• **WORK REQUEST**:
Search the records for the string "BORDONI", then copy each line where it appears.

*** DATA RECORDS

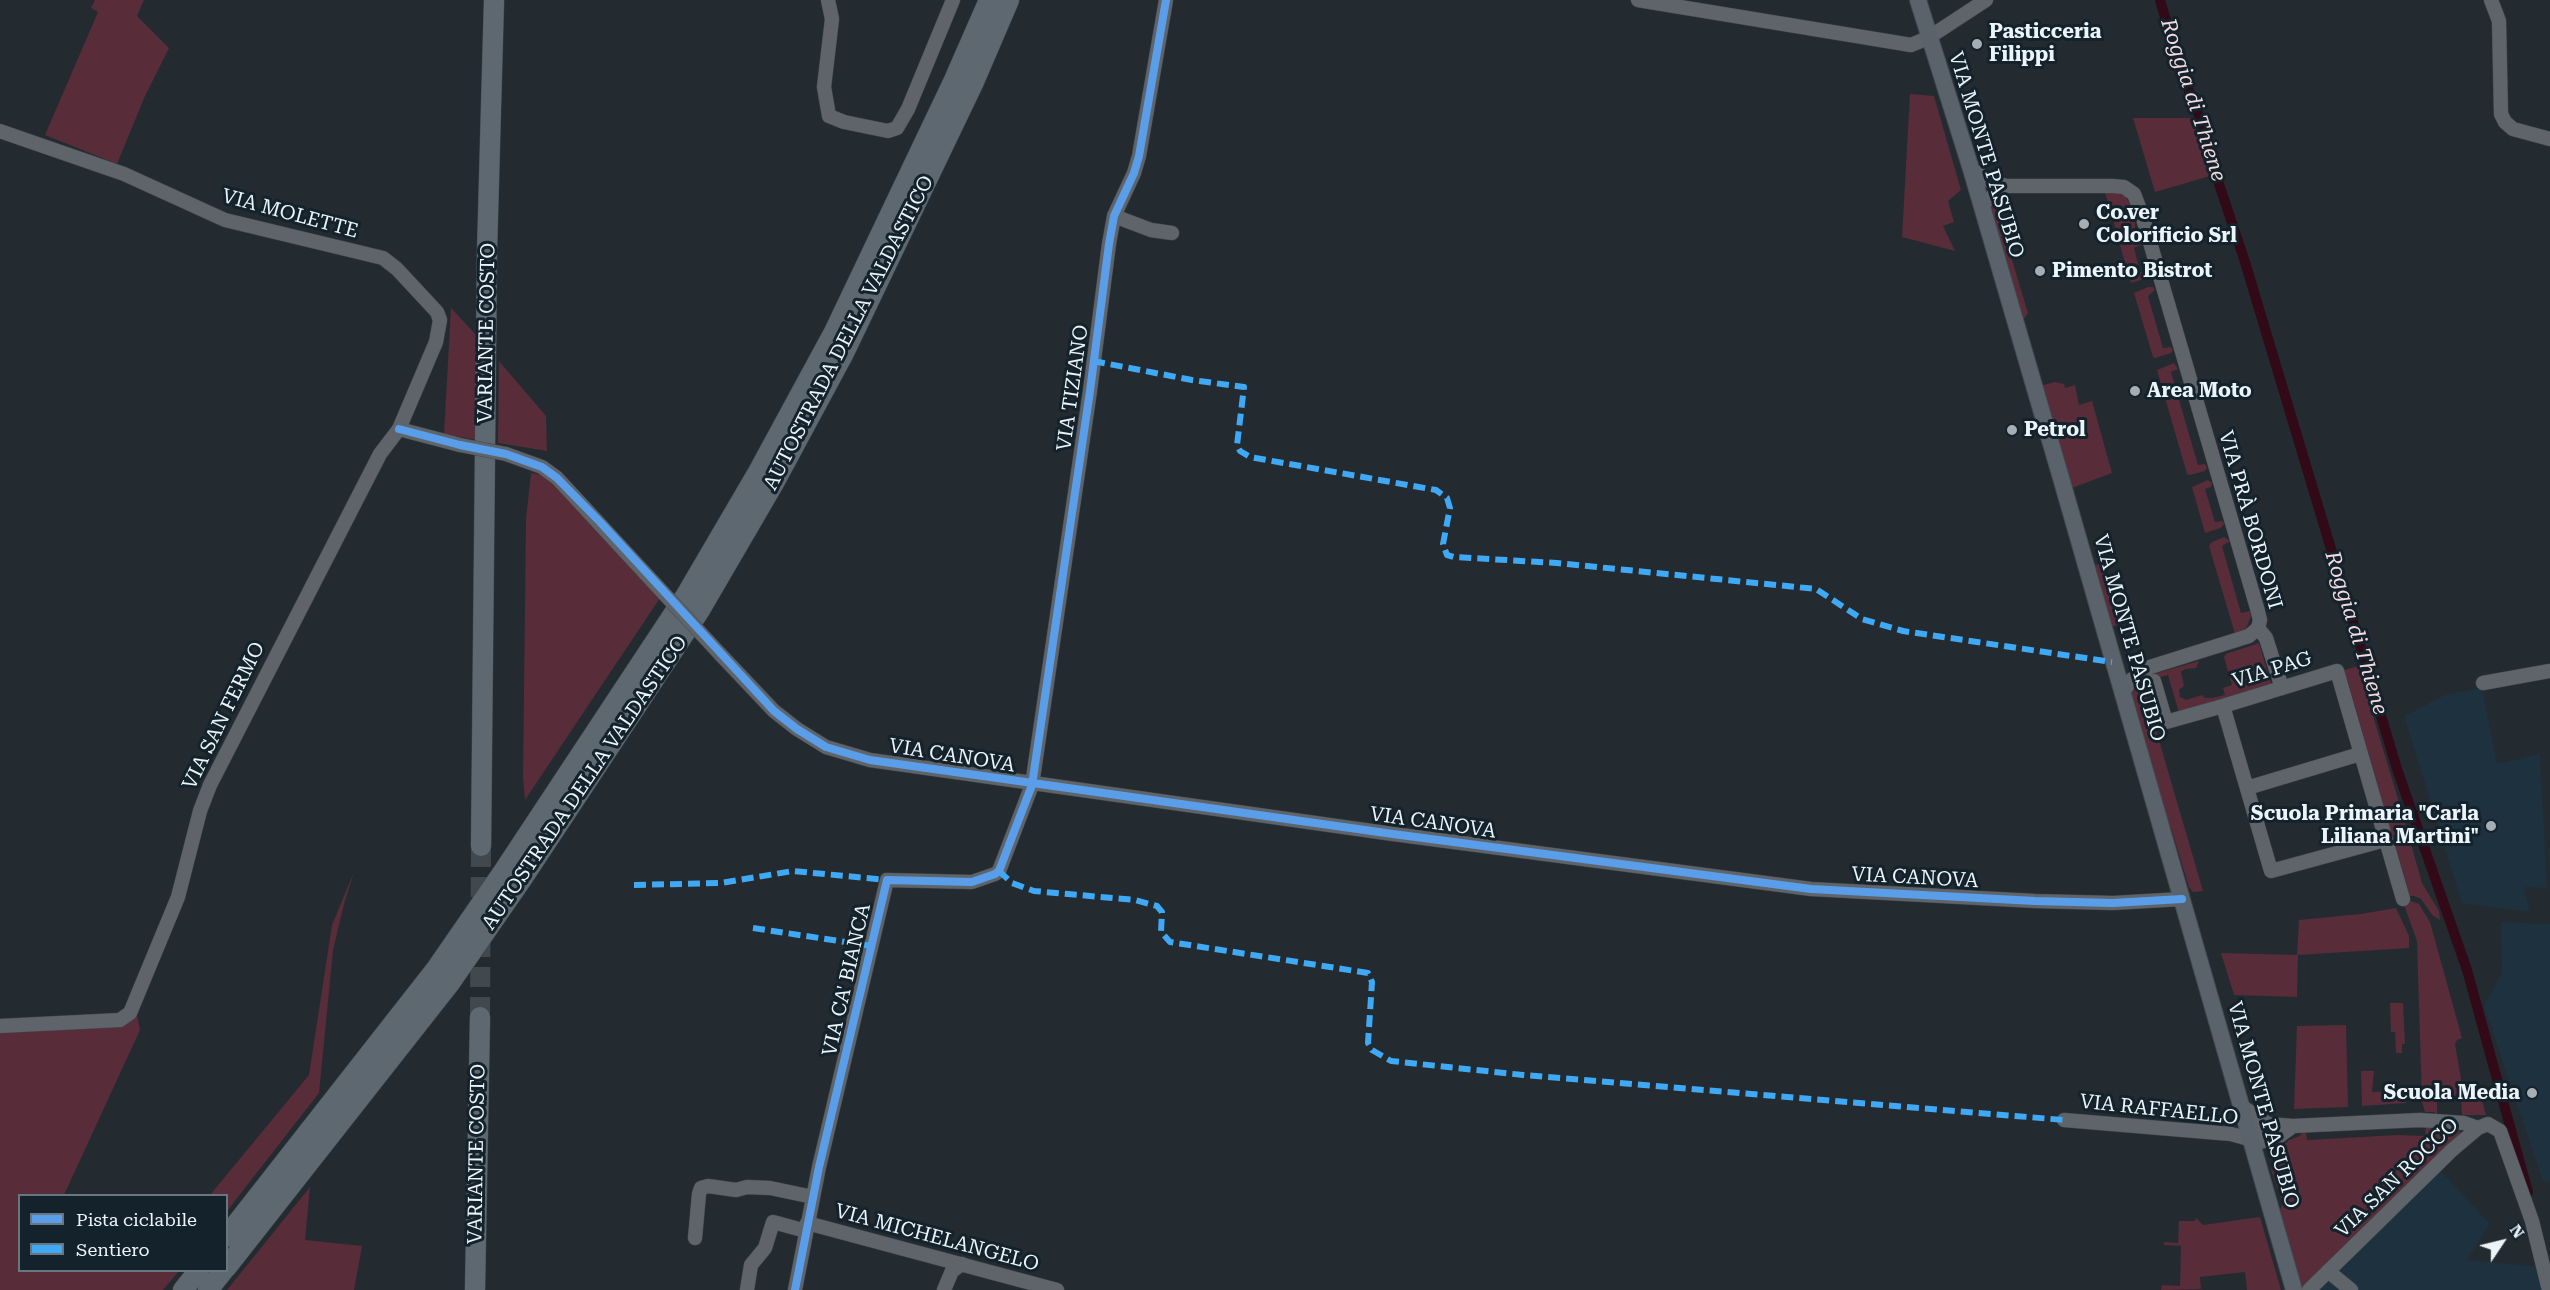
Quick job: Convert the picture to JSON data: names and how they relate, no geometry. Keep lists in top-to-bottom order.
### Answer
{
  "streets": {
    "highway": ["VARIANTE COSTO", "AUTOSTRADA DELLA VALDASTICO"],
    "main road": ["VIA MONTE PASUBIO"],
    "street": [
      "VIA MOLETTE",
      "VIA TIZIANO",
      "VIA PRÀ BORDONI",
      "VIA PAG",
      "VIA SAN FERMO",
      "VIA CANOVA",
      "VIA CA' BIANCA",
      "VIA RAFFAELLO",
      "VIA SAN ROCCO",
      "VIA MICHELANGELO"
    ]
  },
  "crossings": [
    ["VIA MONTE PASUBIO", "VIA PRÀ BORDONI"],
    ["VIA MONTE PASUBIO", "VIA CANOVA"],
    ["VIA MONTE PASUBIO", "VIA RAFFAELLO"],
    ["VIA MOLETTE", "VIA SAN FERMO"],
    ["VIA MOLETTE", "VIA CANOVA"],
    ["VIA TIZIANO", "VIA CANOVA"],
    ["VIA TIZIANO", "VIA CA' BIANCA"],
    ["VIA PRÀ BORDONI", "VIA PAG"],
    ["VIA SAN FERMO", "VIA CANOVA"],
    ["VIA CANOVA", "VIA CA' BIANCA"],
    ["VIA CA' BIANCA", "VIA MICHELANGELO"]
  ],
  "water": ["Roggia di Thiene"],
  "places": [
    "Pasticceria Filippi",
    "Co.ver Colorificio Srl",
    "Pimento Bistrot",
    "Area Moto",
    "Petrol",
    "Scuola Primaria \"Carla Liliana Martini\"",
    "Scuola Media"
  ],
  "legend": ["Pista ciclabile", "Sentiero"],
  "north": "top right"
}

******

• **RESULT OF THE TASK**:
      "VIA PRÀ BORDONI",
    ["VIA MONTE PASUBIO", "VIA PRÀ BORDONI"],
    ["VIA PRÀ BORDONI", "VIA PAG"],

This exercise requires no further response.